Sometimes your mind says yes, while your body screams "Who are you kidding?"
I'm not opinionated
How many times have I heard that your body starts to fall apart when you hit middle age? The admonishment is always served with a smile; but no statement could be more serious or true. Take for instance, hemorrhoids. A minor pain in the ass in my youth (I'm sorry, I had to use that one) later became a debilitating condition as those southern vericose veins expanded like an innertube in the sun. I'm not sure if the pain of the experience was physical, emotional, or caused by repressing the urge to share the pain with a smarmy doctor. A first embarrassed office visit yielded a highly professional diagnosis: "Yep, it looks like your giving birth to a bloody cauliflower down there.". He was wrong, it was more like birthing an epileptic porcupine.
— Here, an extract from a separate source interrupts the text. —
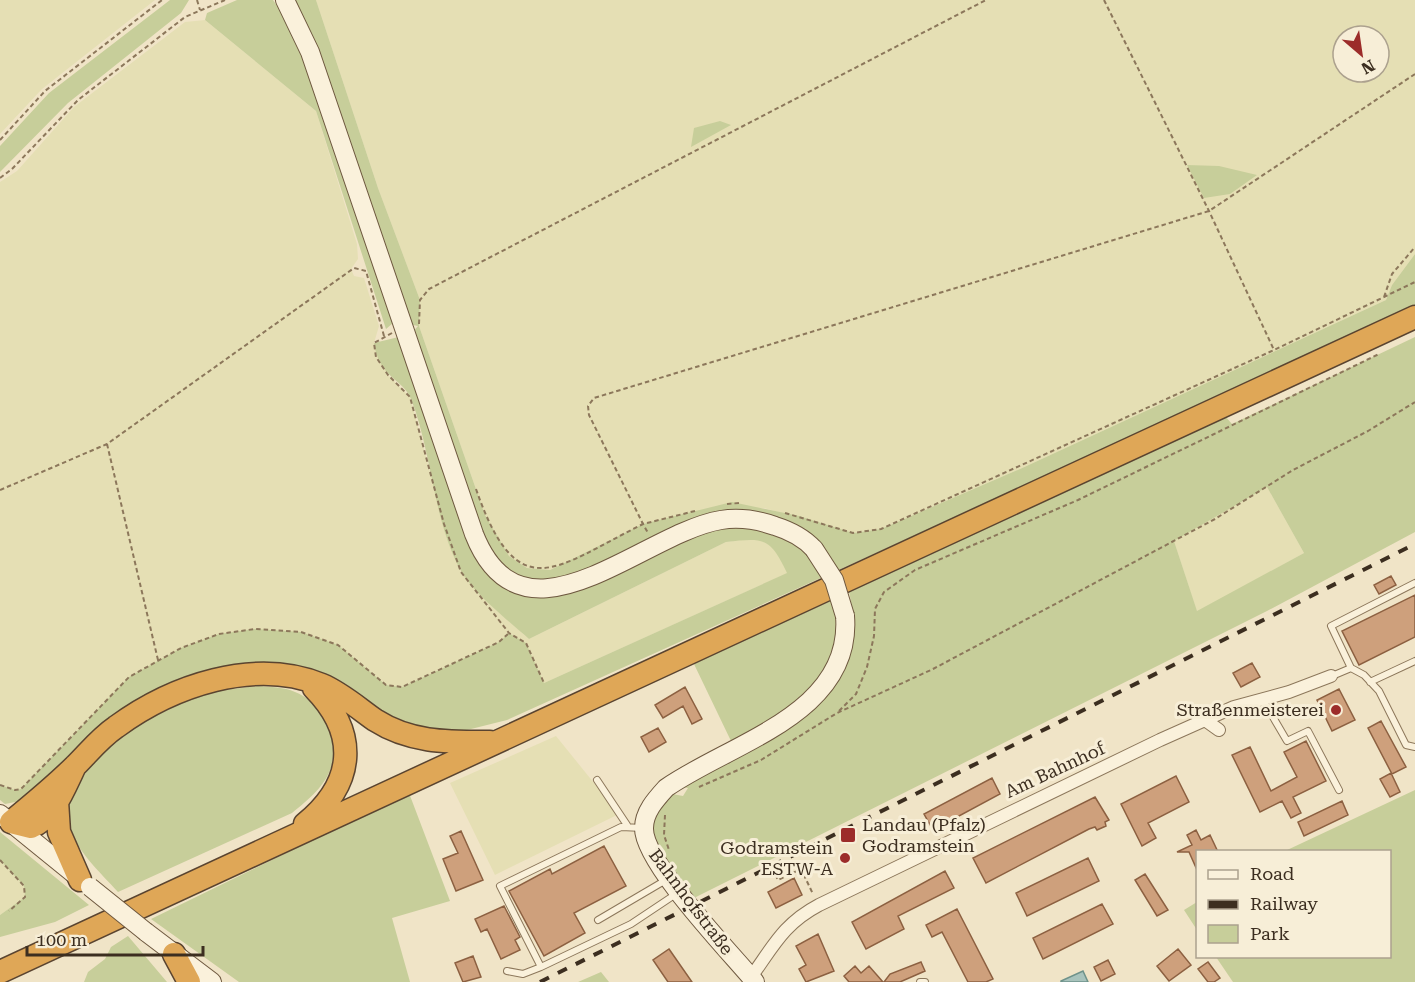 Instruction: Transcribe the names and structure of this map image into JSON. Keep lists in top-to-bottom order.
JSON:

That was followed by the inevitable line of questions that indirectly asked if these hemorrhoids were really speedbumps. Hell, I couldn't even shit with it, I'm wasn't about to use it as a playground. If that wasn't enough humiliation, Dr. Understanding referred me for the sub-commander treatment. Yes, a barium enema was necessary, "Just to be sure that everything was ship-shape." I later found out that he never even saw the results of the dreaded procedure. Imagine this: five days of laxatives, followed by Citrate of Magnesia (otherwise known as the lemon-lime tornado). Drink a bottle, and head to the bathroom, because five minutes later the backdraft will suck the fillings out of your teeth. Once the High Colonic Highway was clear, a trip to the proctologist was next in line. Why the hell would a proctologist have seats in his waiting room? I think that the kid before me bugged me the most. He was complaining about the taste of the barium...the little puke got to swallow his! Even the backless gown didn't spook me as much as the three nurses who appeared to be holding ropes. What I assumed were highly technical equipment turned out to be the medical equivalent of the tethers used on the Bullwinkle balloon in the Macy's parade. I can now relate to the big moose, I'm sure that I bumped my head on the ceiling somewhere near the middle of the procedure. Considering that this was all a prelude to the actual operation and recovery, I wish that I had been told that "roids" are a lot like homing pigeons. I'd love to sit and write some more, but my mind is screaming at me.